La représentation croissante des femmes dans les sphères politiques, économiques et législatives est un acquis indéniable. Néanmoins, il est légitime de s’interroger sur l’impact sur les politiques publiques. Cette représentation a-t-elle généré des budgets sensibles à l'égalité, des réformes structurelles qui améliorent concrètement la vie des Marocaines les plus vulnérables ? Le bilan est contrasté. Des avancées existent, la budgétisation sensible au genre, initiée dès les années 2000, place le Maroc en position pionnière sur le continent africain. Mais leur traduction en impacts mesurables sur le terrain reste insuffisante et inégale.

Car une fracture demeure, profonde et largement invisibilisée.
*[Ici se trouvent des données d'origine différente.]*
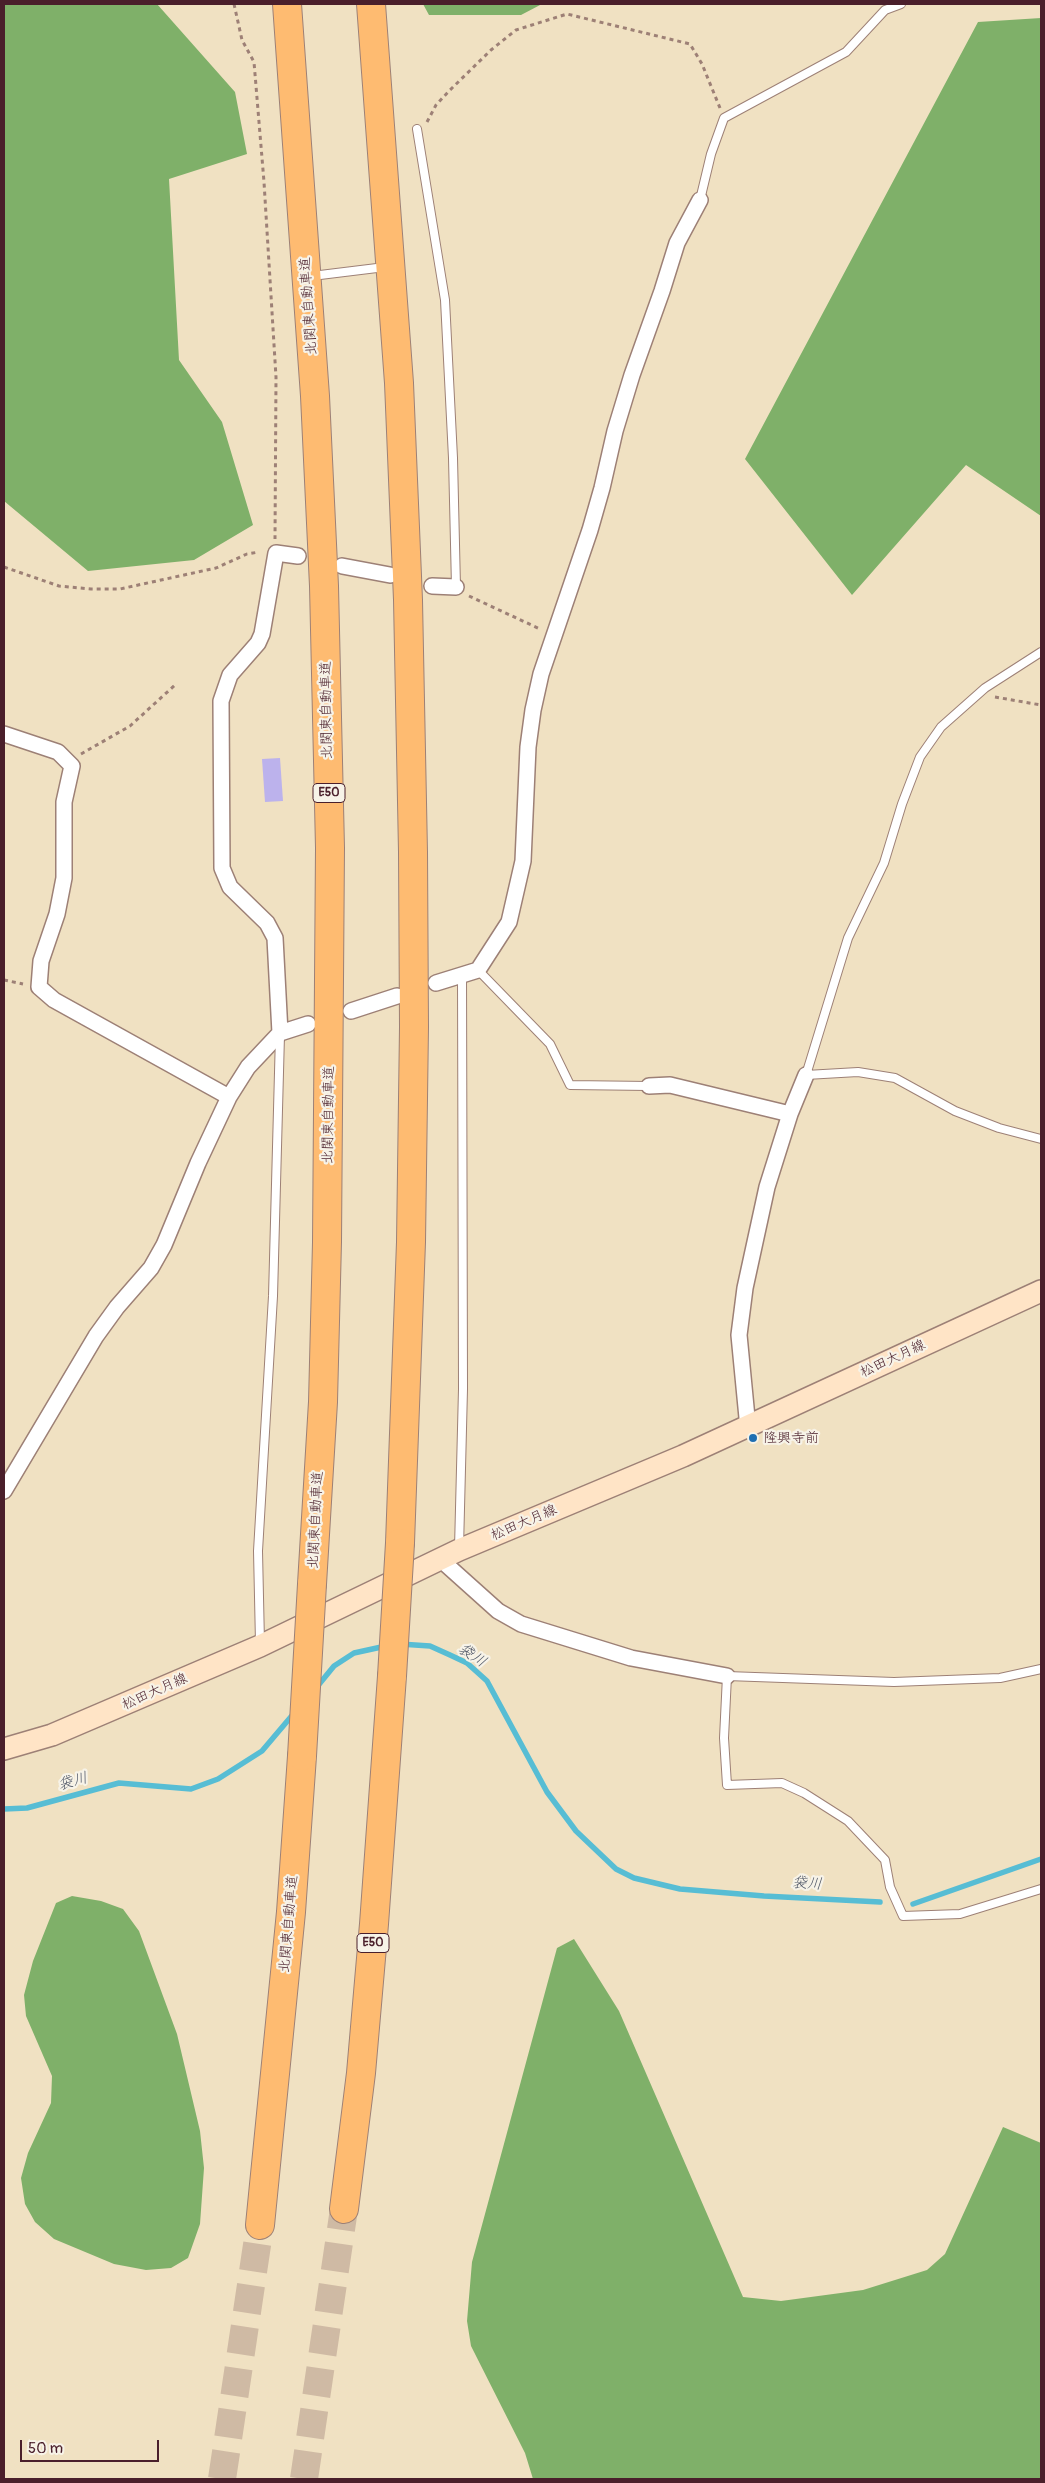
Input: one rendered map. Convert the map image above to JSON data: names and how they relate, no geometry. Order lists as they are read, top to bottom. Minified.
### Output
{"streets":{"highway":["北関東自動車道","E50"],"main road":["松田大月線"]},"water":["袋川"],"places":["隆興寺前"],"scale_bar":"50 m"}
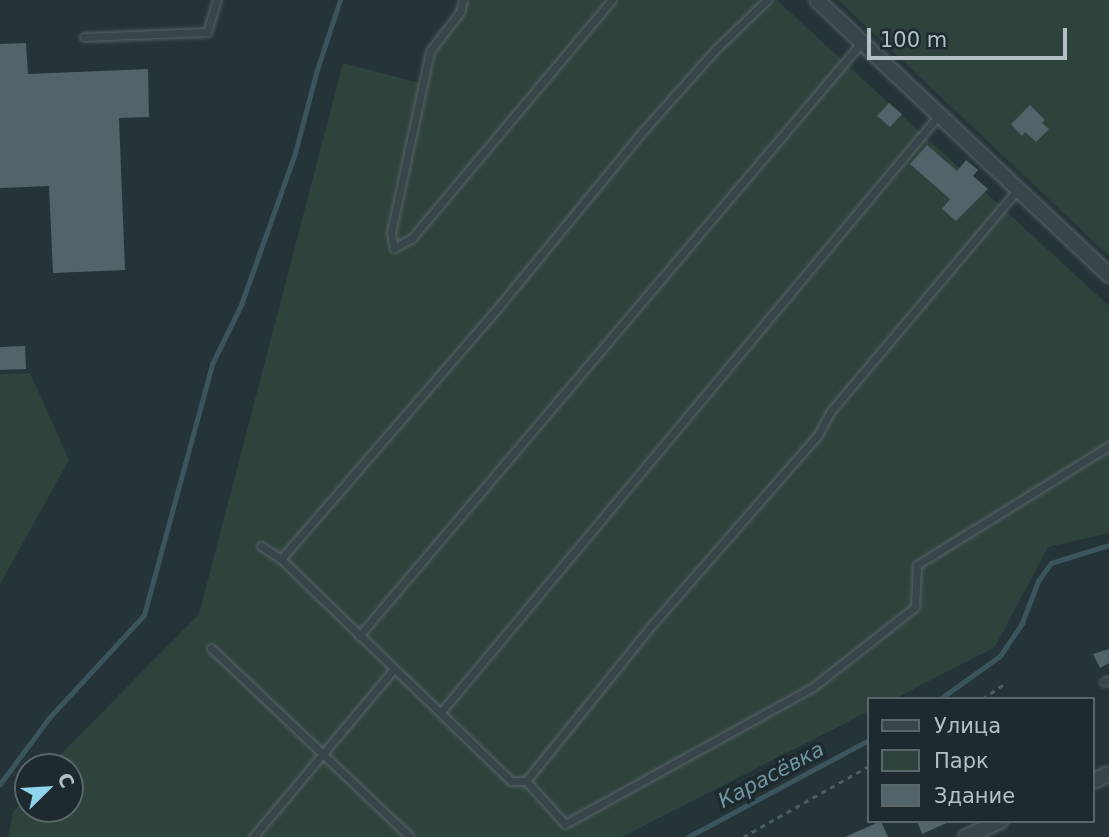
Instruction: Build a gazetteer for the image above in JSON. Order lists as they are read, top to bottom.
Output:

Des femmes sans voix et sans protection continuent de porter le poids d'un système qui n'a pas encore intégré leurs réalités dans ses priorités. Les cueilleuses de fraises, les travailleuses du secteur informel, qui représentent une part considérable de la main-d'œuvre féminine marocaine, exercent une activité économique réelle, souvent vitale pour leurs foyers, sans droits effectifs ni représentation collective. 

Ce n'est pas la présence des femmes dans les institutions qu'il faut remettre en cause, c'est l'absence de continuité entre cette présence et les politiques qui atteignent celles qui en ont le plus besoin. L'égalité ne peut rester un horizon réservé aux femmes qui ont déjà franchi les portes du pouvoir.
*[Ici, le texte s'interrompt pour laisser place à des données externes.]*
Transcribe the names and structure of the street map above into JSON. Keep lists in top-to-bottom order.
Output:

L'égalité réelle doit embrasser l’ensemble des citoyennes. Elle se loge dans les champs de fraises, dans les marchés informels, dans les foyers où des femmes travaillent sans être comptées — et gouvernent sans être écoutées.

Le Code de la famille : la réforme qui n'attend plus

La pierre angulaire de l'égalité hommes/femmes au Maroc reste le Code de la famille. Sa réforme, pourtant annoncée, demeure suspendue. Les voix de la société civile qui la portent se sont progressivement étiolées.

L'article 19 de la Constitution de 2011 est sans équivoque : il consacre l'égalité des sexes en droits et libertés. Quinze ans après son adoption, sa mise en œuvre effective reste inachevée. L’aboutissement des réformes législatives sont le gage et l'expression d'une conviction nationale qu'une société juste ne peut prospérer durablement en sacrifiant la dignité de la moitié de ses membres.

Ce dont le Maroc a besoin

Le Maroc a besoin d'une renaissance de la société civile, plurielle et exigeante. Il a besoin de jeunes, femmes et hommes, qui refusent l'idée que l'égalité est un luxe ou une importation culturelle étrangère. Car investir dans les droits des femmes, c'est investir dans la cohésion sociale, dans la croissance économique et dans la confiance des citoyens envers leur État.

 

Ce 8 mars, ne nous contentons pas de célébrer, exigeons.